In a paper last fall, Watanabe (along with several MBL Neurobiology course students) described how glutamate is released from neural synapses after the neuron fires. And today, Watanabe printed a followup study in Nature Communications.
With this paper, we uncover how signals are transmitted across synapses to turn on the switch for plasticity.
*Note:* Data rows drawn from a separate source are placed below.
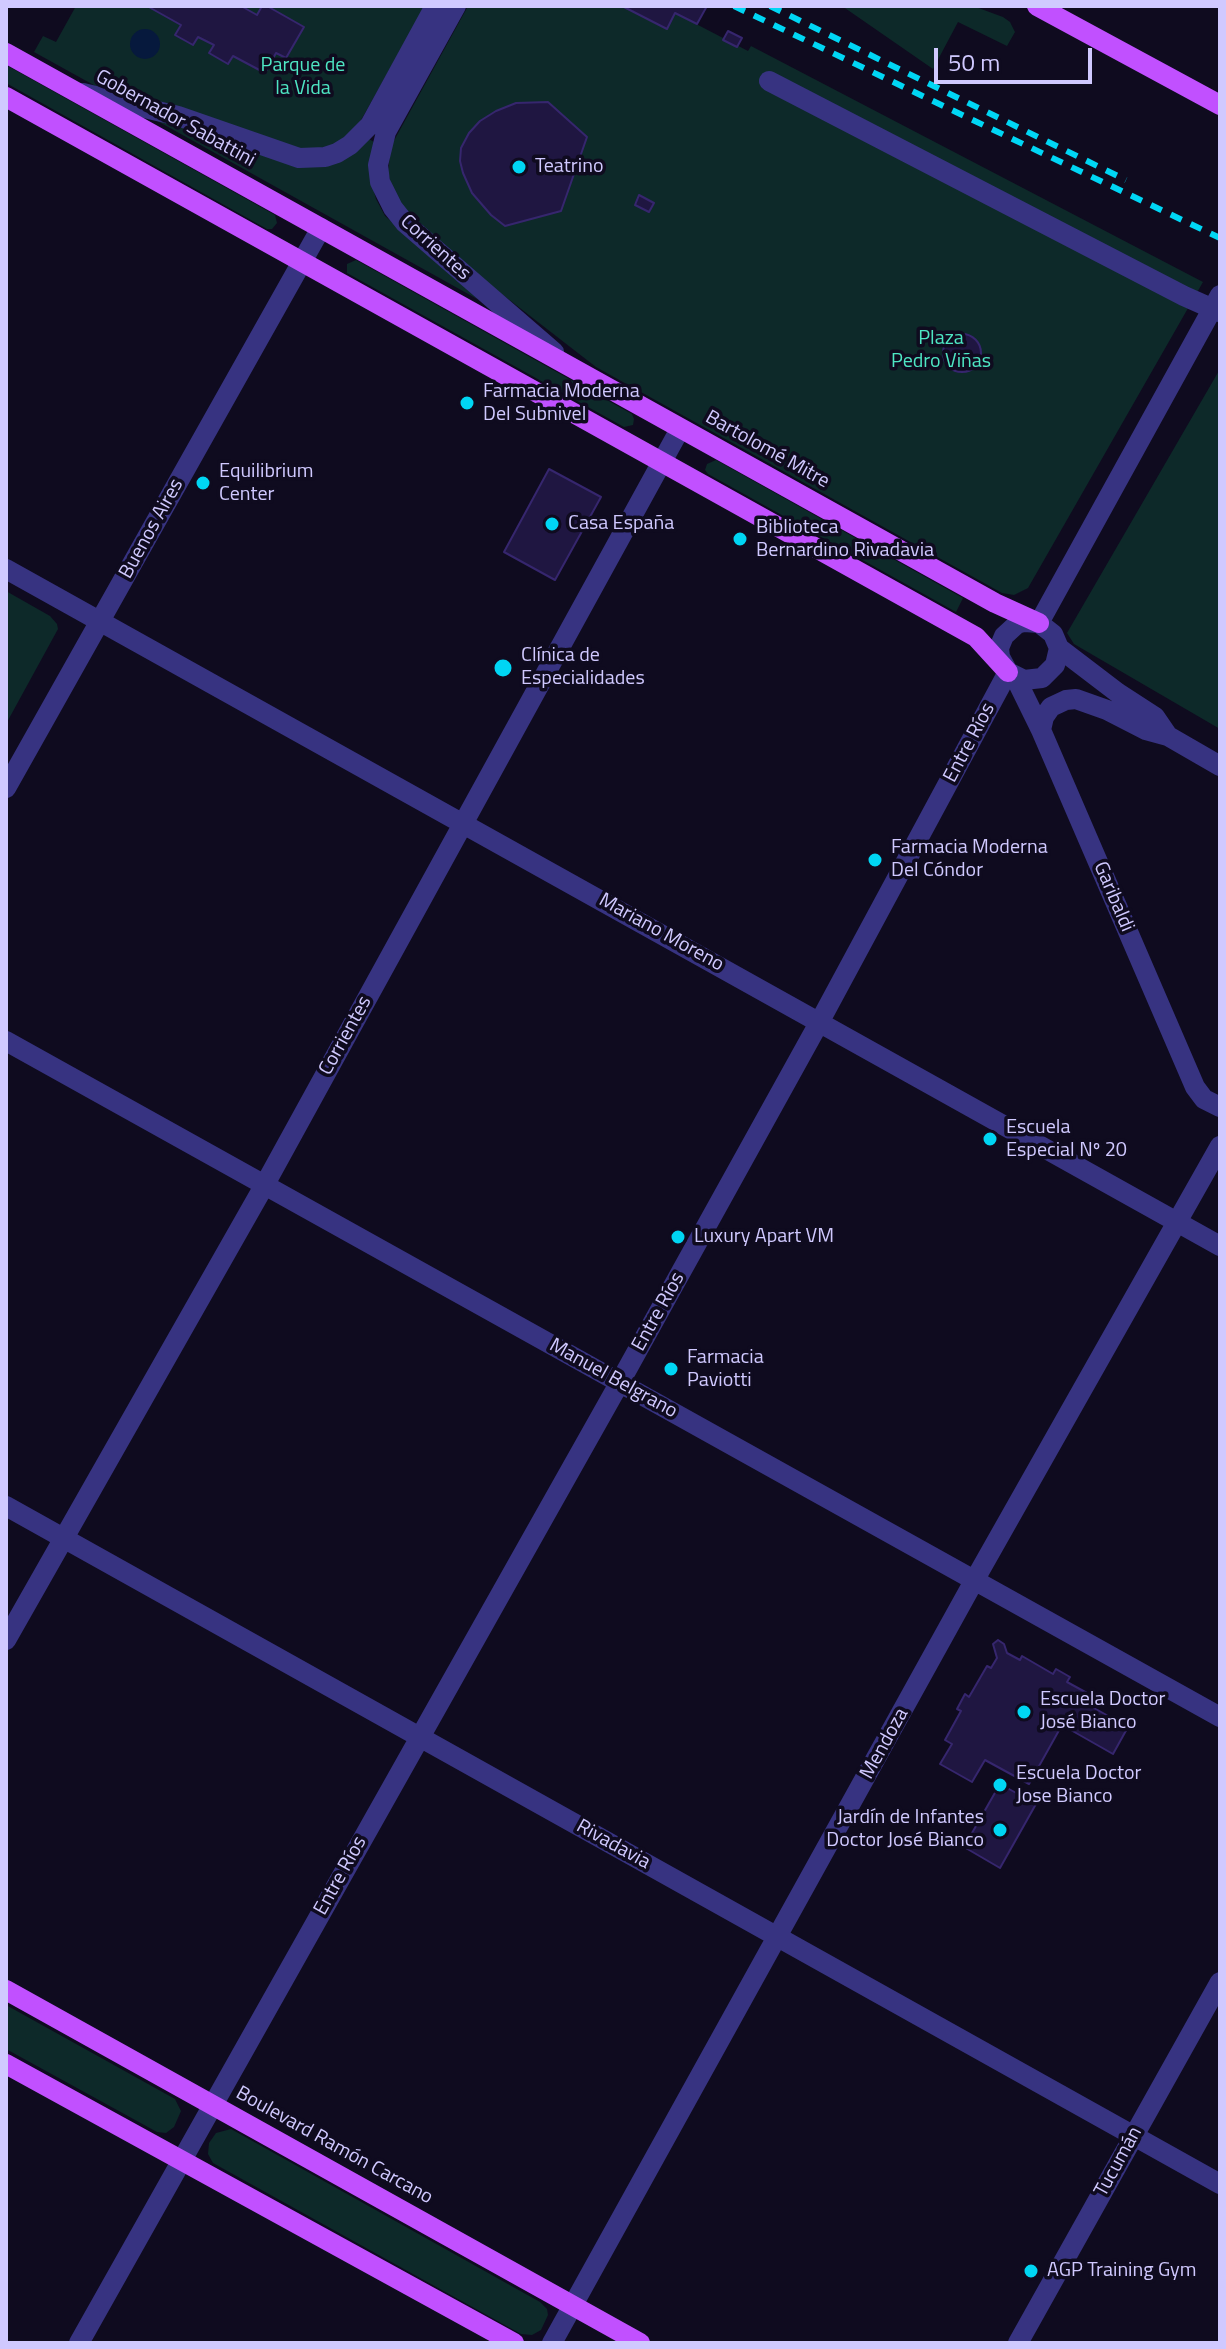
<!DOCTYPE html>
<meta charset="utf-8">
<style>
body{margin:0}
#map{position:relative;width:1226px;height:2349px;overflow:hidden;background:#0f0b1f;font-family:"Titillium Web",sans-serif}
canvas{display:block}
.frame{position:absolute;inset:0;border:8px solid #d0c9ff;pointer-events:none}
.scale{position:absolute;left:934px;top:48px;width:158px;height:36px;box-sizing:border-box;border:4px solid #d0c9ff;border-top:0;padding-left:10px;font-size:24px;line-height:28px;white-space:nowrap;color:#d0c9ff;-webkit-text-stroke:6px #0f0b1f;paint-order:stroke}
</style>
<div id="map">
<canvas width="1226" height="2349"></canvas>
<div class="frame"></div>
<div class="scale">50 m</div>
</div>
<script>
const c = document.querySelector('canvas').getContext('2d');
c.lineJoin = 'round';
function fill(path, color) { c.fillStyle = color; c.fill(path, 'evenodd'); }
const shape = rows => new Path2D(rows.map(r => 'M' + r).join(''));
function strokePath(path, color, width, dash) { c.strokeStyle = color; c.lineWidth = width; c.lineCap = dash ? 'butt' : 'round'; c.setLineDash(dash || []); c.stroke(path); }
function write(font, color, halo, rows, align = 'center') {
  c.font = font + ' "Titillium Web",sans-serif'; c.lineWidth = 7; c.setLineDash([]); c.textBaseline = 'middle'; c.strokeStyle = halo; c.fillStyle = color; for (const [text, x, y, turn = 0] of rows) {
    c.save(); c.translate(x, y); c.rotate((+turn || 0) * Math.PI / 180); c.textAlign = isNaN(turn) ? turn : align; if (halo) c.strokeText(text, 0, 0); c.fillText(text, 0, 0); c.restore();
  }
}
fill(shape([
 [76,6,425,6,360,122,352,133,331,146,306,151,99,88,34,52,43,36,56,42],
 [468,6,622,6,667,29,675,13,748,51,751,46,1203,282,1028,588,1014,595,1002,593,596,367,485,281,408,213,393,193,388,172,391,146],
 [842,6,973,6,1003,17,1010,22,1015,32,1007,46,958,22,933,69],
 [6,65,275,215,277,223,272,229,267,229,6,83],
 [152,115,295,164,369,139,374,142,370,162,371,180,376,199,385,216,479,300,152,118],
 [356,260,632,414,634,419,633,425,624,427,347,273,347,264],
 [1220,369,1220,729,1074,644,1067,633],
 [716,460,963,598,956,612,708,474,705,470,707,464],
 [6,591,50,616,57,624,58,629,6,724],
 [6,2005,175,2099,181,2111,174,2127,166,2133,157,2132,6,2049],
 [231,2129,540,2302,547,2309,548,2315,541,2330,532,2335,521,2334,213,2163,208,2154,209,2143,216,2133]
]), '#0d2929');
fill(shape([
 '130 44a15 15 0 1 1 30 0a15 15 0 1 1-30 0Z'
]), '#06193d');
const building = shape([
 [147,6,241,6,257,15,262,6,267,6,304,27,286,58,276,53,265,73,233,56,228,64,209,53,214,45,198,37,193,45,175,35,181,25,147,6],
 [622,6,707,6,697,24,675,13,667,29,622,6],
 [728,31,742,38,737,47,723,40,728,31],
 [548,102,587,137,561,211,505,226,491,215,472,193,463,173,460,161,461,148,469,133,480,121,496,111,516,103,548,102],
 [639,195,654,203,649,212,635,205,639,195],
 '943 353a19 19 0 1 1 38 0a19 19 0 1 1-38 0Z',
 [549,469,601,497,555,580,504,552,549,469],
 [998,1640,1004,1644,1007,1653,1020,1660,1022,1656,1053,1674,1056,1669,1070,1677,1067,1682,1098,1699,1094,1708,1128,1727,1113,1754,1062,1725,1029,1784,985,1760,972,1782,940,1764,952,1744,945,1740,961,1711,957,1709,965,1694,969,1697,987,1666,991,1668,997,1658,993,1644,998,1640],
 [1000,1784,1036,1804,1000,1868,964,1847,1000,1784]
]);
fill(building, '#1f1641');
strokePath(building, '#36266e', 2);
strokePath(shape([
 [456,6,386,132,378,165,380,182,393,208,405,223,554,352],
 [769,81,1184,296,1220,312],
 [83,93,178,116,299,158,325,157,337,153,350,145,370,125,435,6],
 [6,569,1220,1246],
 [1039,623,1053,634,1059,648,1118,693,1155,717,1168,736,1220,766],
 [1008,672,1024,680,1042,678,1055,665,1059,648],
 [1015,677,1041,730,1195,1087,1204,1099,1220,1107],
 [1041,730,1044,717,1051,707,1066,700,1076,699,1107,710,1146,730,1168,736],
 [6,788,321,228],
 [6,1041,1220,1717],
 [6,1506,1220,2184],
 [6,1640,264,1186,680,429],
 [79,2343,620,1382,820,1021,1008,672,1000,657,999,648,1004,636,1017,624,1024,622,1039,623,1220,295],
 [552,2343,974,1581,1220,1146],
 [1018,2343,1220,1982]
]), '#373381', 20);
strokePath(shape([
 [1037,6,1220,105],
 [6,53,995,603,1039,623],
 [6,97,976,637,1008,672],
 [6,1990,640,2343],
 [6,2064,514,2343]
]), '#c150ff', 20);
strokePath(shape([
 [734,6,1220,238],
 [770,6,1126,180]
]), '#00d6f4', 6, [12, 10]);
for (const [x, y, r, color] of [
 [519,167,8,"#00d6f4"],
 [467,403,8,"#00d6f4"],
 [203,483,8,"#00d6f4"],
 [552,524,8,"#00d6f4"],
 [740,539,8,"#00d6f4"],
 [503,668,10,"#00d6f4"],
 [875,860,8,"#00d6f4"],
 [990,1139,8,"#00d6f4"],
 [678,1237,8,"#00d6f4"],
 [671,1369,8,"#00d6f4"],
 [1024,1712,8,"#00d6f4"],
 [1000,1785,8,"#00d6f4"],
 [1000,1830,8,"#00d6f4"],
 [1031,2271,8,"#00d6f4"]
]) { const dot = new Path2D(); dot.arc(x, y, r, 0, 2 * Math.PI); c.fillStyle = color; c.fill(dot); strokePath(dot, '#0f0b1f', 3); }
write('20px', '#4ee6c3', '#0f0b1f', [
 ["Parque de",303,66],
 ["la Vida",303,89],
 ["Plaza",941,339],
 ["Pedro Viñas",941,362]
]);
write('20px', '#d0c9ff', '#0f0b1f', [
 ["Gobernador Sabattini",175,119,29],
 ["Corrientes",435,248,42],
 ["Bartolomé Mitre",767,450,29],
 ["Buenos Aires",152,529,-61],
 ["Entre Ríos",970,743,-62],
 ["Garibaldi",1113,897,67],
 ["Mariano Moreno",661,933,29],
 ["Corrientes",346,1036,-61],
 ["Entre Ríos",659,1312,-61],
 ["Manuel Belgrano",613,1379,29],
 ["Mendoza",885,1744,-61],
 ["Rivadavia",613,1845,29],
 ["Entre Ríos",341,1876,-61],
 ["Boulevard Ramón Carcano",334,2146,29],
 ["Tucumán",1119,2162,-61]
]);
write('20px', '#d0c9ff', '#0f0b1f', [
 ["Teatrino",535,167],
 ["Farmacia Moderna",483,392],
 ["Del Subnivel",483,415],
 ["Equilibrium",219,472],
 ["Center",219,495],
 ["Casa España",568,524],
 ["Biblioteca",756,528],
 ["Bernardino Rivadavia",756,551],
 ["Clínica de",521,656],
 ["Especialidades",521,679],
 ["Farmacia Moderna",891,848],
 ["Del Cóndor",891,871],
 ["Escuela",1006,1128],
 ["Especial Nº 20",1006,1151],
 ["Luxury Apart VM",694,1237],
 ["Farmacia",687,1358],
 ["Paviotti",687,1381],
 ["Escuela Doctor",1040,1700],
 ["José Bianco",1040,1723],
 ["Escuela Doctor",1016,1774],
 ["Jose Bianco",1016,1797],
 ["Jardín de Infantes",984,1818,"right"],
 ["Doctor José Bianco",984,1841,"right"],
 ["AGP Training Gym",1047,2271]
], 'left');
</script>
We demonstrate that glutamate is first released near AMPA-type glutamate receptors, to relay the signal from one neuron to the next, and then near NMDA-type receptors immediately after the first signal to activate the switch for synaptic plasticity.”
Shigeki Watanabe, Researcher, School of Medicine, Johns Hopkins University
This new study was also partly conducted in the MBL Neurobiology class, where Watanabe is a faculty member. “It began in 2018 with (course students) Raul Ramos and Hanieh Falahati, and then we followed up in 2019 with Stephen Alexander Lee and Christine Prater. Shuo Li, the first writer, was my teaching assistant for the Neurobiology course for both years,” Watanabe says. He’ll be returning to the MBL this summer to teach in the course — and find more.
Marine Biological Laboratory
Li, S., et al. (2021) Asynchronous release sites align with NMDA receptors in mouse hippocampal synapses. Nature Communications. doi.org/10.1038/s41467-021-21004-x.